- MATERIAL FOR THIS TASK
-- Opening Marker --

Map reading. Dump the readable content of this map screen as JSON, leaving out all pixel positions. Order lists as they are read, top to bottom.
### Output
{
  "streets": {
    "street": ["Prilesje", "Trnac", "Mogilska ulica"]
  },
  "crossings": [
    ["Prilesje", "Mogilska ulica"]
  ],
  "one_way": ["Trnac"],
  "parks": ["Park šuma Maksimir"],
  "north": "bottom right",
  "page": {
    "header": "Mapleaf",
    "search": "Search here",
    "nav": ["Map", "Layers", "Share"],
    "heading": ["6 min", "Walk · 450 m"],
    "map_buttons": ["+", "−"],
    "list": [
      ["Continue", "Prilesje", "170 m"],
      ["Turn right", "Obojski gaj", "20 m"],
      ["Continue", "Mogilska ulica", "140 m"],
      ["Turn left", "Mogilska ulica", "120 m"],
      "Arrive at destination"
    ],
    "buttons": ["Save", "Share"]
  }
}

-- Closing Marker --

- ACTIVITY
Each line above is to be restated exactly.

- YOUR RESPONSE
Map reading. Dump the readable content of this map screen as JSON, leaving out all pixel positions. Order lists as they are read, top to bottom.
### Output
{
  "streets": {
    "street": ["Prilesje", "Trnac", "Mogilska ulica"]
  },
  "crossings": [
    ["Prilesje", "Mogilska ulica"]
  ],
  "one_way": ["Trnac"],
  "parks": ["Park šuma Maksimir"],
  "north": "bottom right",
  "page": {
    "header": "Mapleaf",
    "search": "Search here",
    "nav": ["Map", "Layers", "Share"],
    "heading": ["6 min", "Walk · 450 m"],
    "map_buttons": ["+", "−"],
    "list": [
      ["Continue", "Prilesje", "170 m"],
      ["Turn right", "Obojski gaj", "20 m"],
      ["Continue", "Mogilska ulica", "140 m"],
      ["Turn left", "Mogilska ulica", "120 m"],
      "Arrive at destination"
    ],
    "buttons": ["Save", "Share"]
  }
}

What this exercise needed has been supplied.